Per questo bisogna intervenire sul nostro tempo con la scrittura, prima che sia troppo tardi e non sia più possibile farlo. Bisogna cambiare il suo carattere e il suo spirito. Solo quando questo avverrà le opere di qualità saranno scelte al posto di quelle brutte e insignificanti.
Che cosa pensa delle scuole di scrittura creativa italiane se riflette in termini di qualità?
Si contano nelle dita di una sola mano, in Italia, quelle che sono tenute da professori veramente preparati, che siano scrittori veri, di alto livello, e che allo stesso tempo conoscano le metodologie didattiche specifiche di quest’area e che abbiano con gli allievi la dose indispensabile di empatia per entrare in sintonia con la loro vocazione naturale.
Ritiene che blog come Sul Romanzo possano essere utili in tale senso e quali sono i rischi all’orizzonte per le proposte on line?
Tutti gli spazi di informazione e di riflessione su questo argomento sono utili, anche perché non sono molti. Ma saranno più utili ancora se sapranno sin dall’inizio separare le iniziative serie da quelle dilettantesche.
Escluso lei, ci indichi qualche nome di insegnante di scrittura creativa in Italia che reputi professionale e originale.
Giuseppe Pontiggia e Pietro Pedace (putroppo già morti), Sandro Veronese, Mia Lecomte, e Valerio Magrelli, gli ultimi due nell’area della poesia.
Quale consiglio darebbe a una persona che sta decidendo come valutare la serietà di un corso di scrittura creativa?

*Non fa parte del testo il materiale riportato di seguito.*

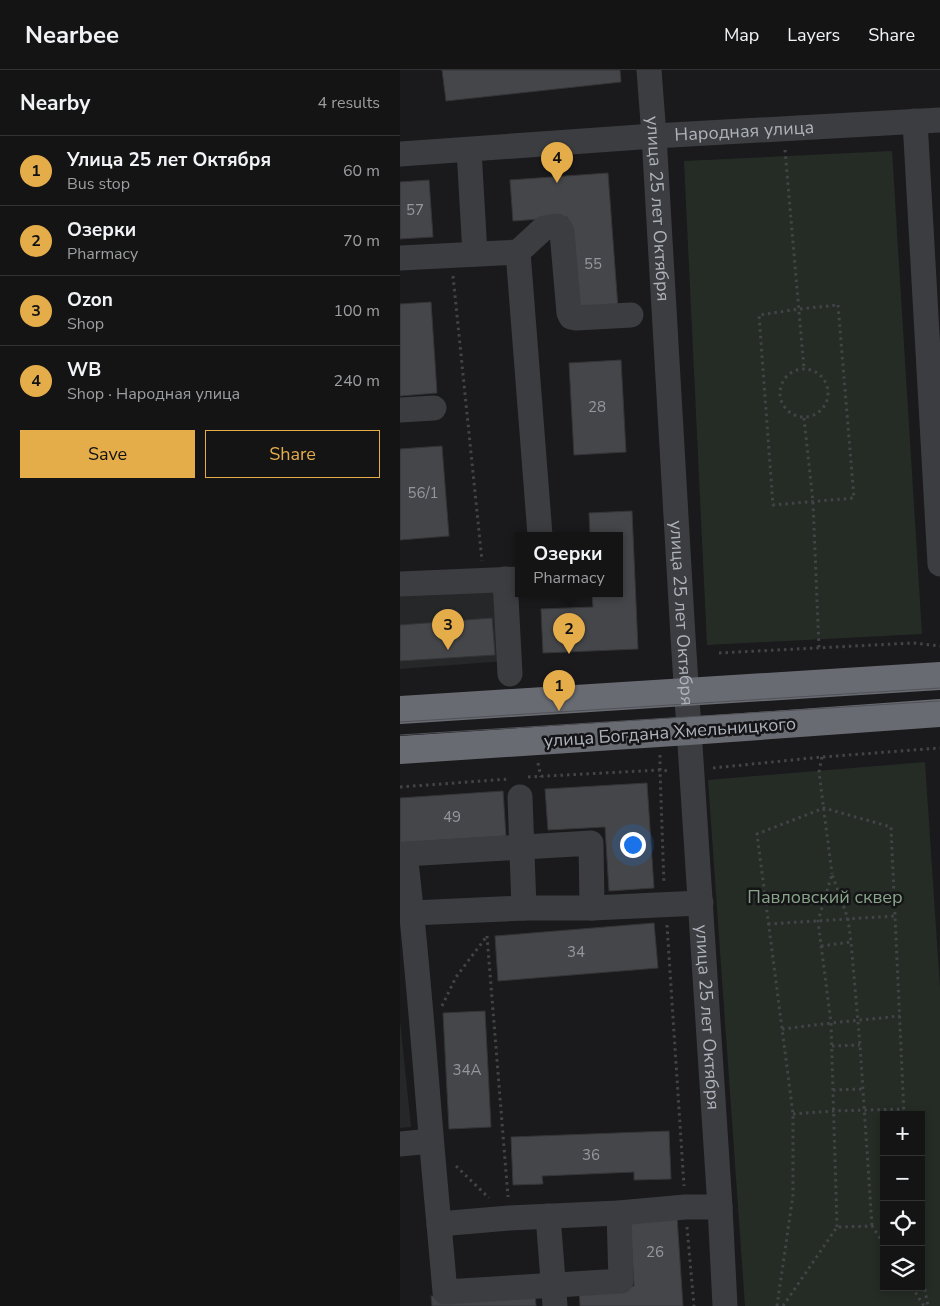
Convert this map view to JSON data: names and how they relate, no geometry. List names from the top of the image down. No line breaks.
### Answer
{"streets":{"highway":["улица Богдана Хмельницкого"],"street":["Народная улица","улица 25 лет Октября"]},"crossings":[["Народная улица","улица 25 лет Октября"],["улица 25 лет Октября","улица Богдана Хмельницкого"]],"parks":["Павловский сквер"],"house_numbers":["57","55","28","56/1","49","34","34А","36","26"],"page":{"header":"Nearbee","nav":["Map","Layers","Share"],"heading":["Nearby","4 results"],"list":[{"mark":"1","name":"Улица 25 лет Октября","note":"Bus stop","value":"60 m"},{"mark":"2","name":"Озерки","note":"Pharmacy","value":"70 m"},{"mark":"3","name":"Ozon","note":"Shop","value":"100 m"},{"mark":"4","name":"WB","note":"Shop · Народная улица","value":"240 m"}],"pins":["4","3","2","1"],"buttons":["Save","Share"],"popup":["Озерки","Pharmacy"],"map_buttons":["+","−"]}}
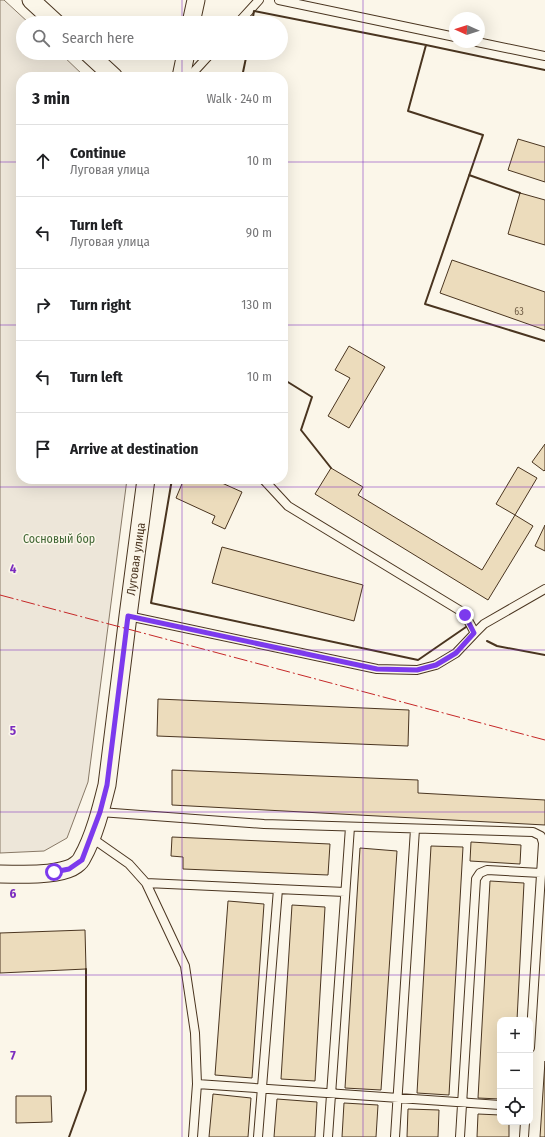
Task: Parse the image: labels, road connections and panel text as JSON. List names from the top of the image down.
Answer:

Innanzitutto, leggere alcune opere del suo futuro orientatore. Capire che tipo di scrittore è. Poi avere un colloquio personale o almeno telefonico con lui o lei, per sentire il suo livello di serietà e capire se c’è un’ “alchimia” tra allievo e professore, una sensibilità condivisa (e anche lui, se è un professionista, deve poter valutare da questi colloqui se ha l’interesse o meno di investire il suo tempo in quell’allievo).